### What is required
Here are the records. Write out exactly the lines between the one holding "position:absolute; translate:-50% -50%;" and the one holding "display:grid; grid-template-columns:39px 1fr", inclusive.

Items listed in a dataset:

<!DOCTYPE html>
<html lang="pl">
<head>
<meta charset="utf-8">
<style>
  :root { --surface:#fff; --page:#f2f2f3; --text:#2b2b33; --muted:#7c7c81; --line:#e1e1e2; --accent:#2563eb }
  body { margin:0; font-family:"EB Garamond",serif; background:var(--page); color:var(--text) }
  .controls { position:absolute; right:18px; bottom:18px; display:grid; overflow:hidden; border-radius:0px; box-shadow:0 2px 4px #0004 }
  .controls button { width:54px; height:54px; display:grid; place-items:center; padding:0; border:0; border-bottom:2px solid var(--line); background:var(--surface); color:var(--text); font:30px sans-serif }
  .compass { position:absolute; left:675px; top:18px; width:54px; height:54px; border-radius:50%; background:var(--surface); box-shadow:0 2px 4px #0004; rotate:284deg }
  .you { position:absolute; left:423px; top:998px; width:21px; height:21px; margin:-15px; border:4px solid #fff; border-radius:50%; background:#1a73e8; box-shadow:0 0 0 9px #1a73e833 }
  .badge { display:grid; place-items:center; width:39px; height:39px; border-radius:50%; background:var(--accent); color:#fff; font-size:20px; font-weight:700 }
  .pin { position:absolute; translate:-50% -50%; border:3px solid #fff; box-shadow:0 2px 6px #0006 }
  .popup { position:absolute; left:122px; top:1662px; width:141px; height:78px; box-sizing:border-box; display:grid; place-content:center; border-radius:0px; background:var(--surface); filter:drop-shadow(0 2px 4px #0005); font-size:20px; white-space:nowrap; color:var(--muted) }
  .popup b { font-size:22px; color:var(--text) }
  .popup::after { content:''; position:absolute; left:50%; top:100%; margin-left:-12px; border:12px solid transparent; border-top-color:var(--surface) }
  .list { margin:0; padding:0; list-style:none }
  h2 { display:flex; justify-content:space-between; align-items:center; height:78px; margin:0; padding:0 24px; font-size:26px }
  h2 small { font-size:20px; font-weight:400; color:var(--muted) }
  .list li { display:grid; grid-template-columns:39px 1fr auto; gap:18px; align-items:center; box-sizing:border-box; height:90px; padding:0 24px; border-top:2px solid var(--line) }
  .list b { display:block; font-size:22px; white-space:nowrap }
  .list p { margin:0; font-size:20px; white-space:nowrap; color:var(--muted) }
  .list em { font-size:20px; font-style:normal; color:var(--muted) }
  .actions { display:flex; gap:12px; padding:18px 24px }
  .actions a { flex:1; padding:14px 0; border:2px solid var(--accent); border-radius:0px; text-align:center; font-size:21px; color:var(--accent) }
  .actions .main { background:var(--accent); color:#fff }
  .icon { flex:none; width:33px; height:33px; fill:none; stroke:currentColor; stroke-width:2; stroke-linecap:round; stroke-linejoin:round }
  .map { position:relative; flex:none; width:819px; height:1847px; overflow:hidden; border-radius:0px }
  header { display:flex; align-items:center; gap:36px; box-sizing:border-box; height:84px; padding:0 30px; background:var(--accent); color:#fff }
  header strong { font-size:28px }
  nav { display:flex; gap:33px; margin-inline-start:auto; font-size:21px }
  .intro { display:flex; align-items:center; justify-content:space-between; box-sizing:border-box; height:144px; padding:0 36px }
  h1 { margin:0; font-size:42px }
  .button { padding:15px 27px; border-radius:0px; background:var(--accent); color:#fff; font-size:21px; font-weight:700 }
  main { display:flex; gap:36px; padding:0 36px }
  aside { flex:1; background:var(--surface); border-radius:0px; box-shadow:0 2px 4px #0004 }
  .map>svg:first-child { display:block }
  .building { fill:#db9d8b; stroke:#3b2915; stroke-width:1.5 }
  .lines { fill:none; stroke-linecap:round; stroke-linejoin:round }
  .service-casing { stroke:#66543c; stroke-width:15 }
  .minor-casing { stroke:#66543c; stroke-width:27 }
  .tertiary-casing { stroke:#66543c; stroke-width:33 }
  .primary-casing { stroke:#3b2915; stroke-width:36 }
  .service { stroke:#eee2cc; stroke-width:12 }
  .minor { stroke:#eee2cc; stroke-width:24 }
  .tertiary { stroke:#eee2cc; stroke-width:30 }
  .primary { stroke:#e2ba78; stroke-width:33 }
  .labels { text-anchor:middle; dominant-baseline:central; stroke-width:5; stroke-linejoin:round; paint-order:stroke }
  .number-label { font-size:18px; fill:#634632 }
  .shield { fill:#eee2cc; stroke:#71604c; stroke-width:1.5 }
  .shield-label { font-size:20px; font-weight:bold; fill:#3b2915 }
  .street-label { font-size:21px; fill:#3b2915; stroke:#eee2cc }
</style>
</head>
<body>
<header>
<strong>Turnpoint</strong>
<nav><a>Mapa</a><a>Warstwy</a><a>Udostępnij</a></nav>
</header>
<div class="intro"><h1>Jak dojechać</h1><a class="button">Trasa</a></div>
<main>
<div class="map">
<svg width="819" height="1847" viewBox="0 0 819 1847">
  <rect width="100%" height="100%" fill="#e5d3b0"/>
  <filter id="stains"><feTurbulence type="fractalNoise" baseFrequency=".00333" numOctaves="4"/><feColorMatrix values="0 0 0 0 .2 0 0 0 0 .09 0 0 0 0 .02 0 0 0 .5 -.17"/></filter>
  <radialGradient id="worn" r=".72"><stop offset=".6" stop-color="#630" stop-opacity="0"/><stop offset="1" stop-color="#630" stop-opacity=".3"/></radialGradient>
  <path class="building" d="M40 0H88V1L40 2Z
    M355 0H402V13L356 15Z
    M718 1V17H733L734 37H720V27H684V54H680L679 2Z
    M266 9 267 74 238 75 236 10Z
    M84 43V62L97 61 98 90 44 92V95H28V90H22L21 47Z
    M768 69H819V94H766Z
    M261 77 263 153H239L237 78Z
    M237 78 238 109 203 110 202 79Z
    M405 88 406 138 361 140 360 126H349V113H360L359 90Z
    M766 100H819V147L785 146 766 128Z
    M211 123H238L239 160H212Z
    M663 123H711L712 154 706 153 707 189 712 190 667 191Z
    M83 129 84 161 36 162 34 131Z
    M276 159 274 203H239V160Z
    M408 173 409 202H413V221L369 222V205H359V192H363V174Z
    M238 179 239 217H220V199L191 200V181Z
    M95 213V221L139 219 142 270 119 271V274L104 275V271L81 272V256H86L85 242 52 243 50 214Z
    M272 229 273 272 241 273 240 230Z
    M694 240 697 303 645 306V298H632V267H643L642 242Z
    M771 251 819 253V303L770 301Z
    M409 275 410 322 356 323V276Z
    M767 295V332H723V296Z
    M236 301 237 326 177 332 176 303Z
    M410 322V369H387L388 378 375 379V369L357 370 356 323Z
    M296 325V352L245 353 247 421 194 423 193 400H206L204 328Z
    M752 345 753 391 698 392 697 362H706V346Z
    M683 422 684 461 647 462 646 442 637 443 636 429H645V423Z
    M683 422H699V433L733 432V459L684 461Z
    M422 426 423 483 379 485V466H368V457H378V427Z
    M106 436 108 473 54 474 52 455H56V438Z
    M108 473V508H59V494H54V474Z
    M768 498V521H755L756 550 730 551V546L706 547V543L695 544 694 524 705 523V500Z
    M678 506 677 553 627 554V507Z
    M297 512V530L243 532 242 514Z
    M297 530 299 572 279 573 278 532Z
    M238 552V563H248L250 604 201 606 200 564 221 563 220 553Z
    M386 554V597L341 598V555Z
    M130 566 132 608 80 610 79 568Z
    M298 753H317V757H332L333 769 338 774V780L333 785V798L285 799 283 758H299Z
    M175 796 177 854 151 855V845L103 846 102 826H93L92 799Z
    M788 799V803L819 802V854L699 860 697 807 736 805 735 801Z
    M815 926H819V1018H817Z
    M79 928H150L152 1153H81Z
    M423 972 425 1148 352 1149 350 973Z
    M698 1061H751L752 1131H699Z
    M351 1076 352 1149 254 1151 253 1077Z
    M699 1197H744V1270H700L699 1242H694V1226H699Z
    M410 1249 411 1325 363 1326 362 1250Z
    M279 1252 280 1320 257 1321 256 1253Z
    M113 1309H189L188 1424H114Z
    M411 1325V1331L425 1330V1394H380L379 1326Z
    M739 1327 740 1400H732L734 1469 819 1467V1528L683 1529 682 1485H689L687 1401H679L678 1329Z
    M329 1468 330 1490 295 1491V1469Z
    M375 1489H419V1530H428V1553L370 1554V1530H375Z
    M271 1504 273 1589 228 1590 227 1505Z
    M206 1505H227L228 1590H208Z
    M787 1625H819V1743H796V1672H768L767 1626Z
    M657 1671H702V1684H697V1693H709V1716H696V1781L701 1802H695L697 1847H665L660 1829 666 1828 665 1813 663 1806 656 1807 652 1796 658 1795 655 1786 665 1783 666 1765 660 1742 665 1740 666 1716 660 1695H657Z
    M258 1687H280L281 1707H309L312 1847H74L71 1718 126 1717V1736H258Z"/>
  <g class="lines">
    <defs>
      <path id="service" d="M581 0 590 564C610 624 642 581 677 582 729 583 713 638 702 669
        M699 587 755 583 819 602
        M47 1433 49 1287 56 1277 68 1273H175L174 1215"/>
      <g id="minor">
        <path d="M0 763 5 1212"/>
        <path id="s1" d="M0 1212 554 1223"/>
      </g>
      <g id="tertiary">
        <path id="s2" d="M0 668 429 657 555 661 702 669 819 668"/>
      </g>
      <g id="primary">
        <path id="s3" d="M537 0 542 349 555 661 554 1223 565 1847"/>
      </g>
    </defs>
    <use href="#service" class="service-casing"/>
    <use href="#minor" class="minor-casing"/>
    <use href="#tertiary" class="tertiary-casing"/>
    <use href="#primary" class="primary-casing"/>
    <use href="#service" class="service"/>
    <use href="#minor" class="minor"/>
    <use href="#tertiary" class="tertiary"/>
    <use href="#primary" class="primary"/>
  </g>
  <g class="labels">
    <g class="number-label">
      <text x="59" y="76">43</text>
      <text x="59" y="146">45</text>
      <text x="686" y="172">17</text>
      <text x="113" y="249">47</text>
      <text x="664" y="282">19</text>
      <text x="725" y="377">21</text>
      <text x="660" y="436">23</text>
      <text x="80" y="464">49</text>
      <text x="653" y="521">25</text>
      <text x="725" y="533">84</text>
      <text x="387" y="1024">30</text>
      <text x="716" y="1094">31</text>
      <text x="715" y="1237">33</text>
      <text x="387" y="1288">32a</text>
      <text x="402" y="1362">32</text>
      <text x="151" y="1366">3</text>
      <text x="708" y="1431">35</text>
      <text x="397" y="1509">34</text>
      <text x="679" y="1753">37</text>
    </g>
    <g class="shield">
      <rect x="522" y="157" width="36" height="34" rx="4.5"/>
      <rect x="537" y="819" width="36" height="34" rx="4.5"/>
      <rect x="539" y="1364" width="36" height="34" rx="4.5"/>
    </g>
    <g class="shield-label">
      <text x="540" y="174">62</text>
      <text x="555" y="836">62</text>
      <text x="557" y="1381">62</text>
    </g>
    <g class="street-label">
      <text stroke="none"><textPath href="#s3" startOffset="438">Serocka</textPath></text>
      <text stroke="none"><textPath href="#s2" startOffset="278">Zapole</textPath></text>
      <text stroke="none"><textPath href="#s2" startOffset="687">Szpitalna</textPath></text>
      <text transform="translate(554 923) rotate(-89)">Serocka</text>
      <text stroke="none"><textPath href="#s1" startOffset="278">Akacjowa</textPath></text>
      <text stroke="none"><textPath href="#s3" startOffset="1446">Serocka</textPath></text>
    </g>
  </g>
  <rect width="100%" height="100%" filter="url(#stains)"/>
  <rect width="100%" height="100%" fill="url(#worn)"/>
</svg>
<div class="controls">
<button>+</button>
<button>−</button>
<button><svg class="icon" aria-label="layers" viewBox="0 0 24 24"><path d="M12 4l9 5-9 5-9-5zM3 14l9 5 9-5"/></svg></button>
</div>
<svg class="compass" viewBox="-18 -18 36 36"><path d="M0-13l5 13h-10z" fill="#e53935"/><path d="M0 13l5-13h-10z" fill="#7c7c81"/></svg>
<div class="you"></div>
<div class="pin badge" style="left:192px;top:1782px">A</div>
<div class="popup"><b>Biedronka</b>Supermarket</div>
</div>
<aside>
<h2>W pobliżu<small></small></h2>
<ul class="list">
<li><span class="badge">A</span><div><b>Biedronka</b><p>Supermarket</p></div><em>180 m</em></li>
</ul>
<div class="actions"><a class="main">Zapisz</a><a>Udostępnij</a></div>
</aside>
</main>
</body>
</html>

### Result of the task
  .pin { position:absolute; translate:-50% -50%; border:3px solid #fff; box-shadow:0 2px 6px #0006 }
  .popup { position:absolute; left:122px; top:1662px; width:141px; height:78px; box-sizing:border-box; display:grid; place-content:center; border-radius:0px; background:var(--surface); filter:drop-shadow(0 2px 4px #0005); font-size:20px; white-space:nowrap; color:var(--muted) }
  .popup b { font-size:22px; color:var(--text) }
  .popup::after { content:''; position:absolute; left:50%; top:100%; margin-left:-12px; border:12px solid transparent; border-top-color:var(--surface) }
  .list { margin:0; padding:0; list-style:none }
  h2 { display:flex; justify-content:space-between; align-items:center; height:78px; margin:0; padding:0 24px; font-size:26px }
  h2 small { font-size:20px; font-weight:400; color:var(--muted) }
  .list li { display:grid; grid-template-columns:39px 1fr auto; gap:18px; align-items:center; box-sizing:border-box; height:90px; padding:0 24px; border-top:2px solid var(--line) }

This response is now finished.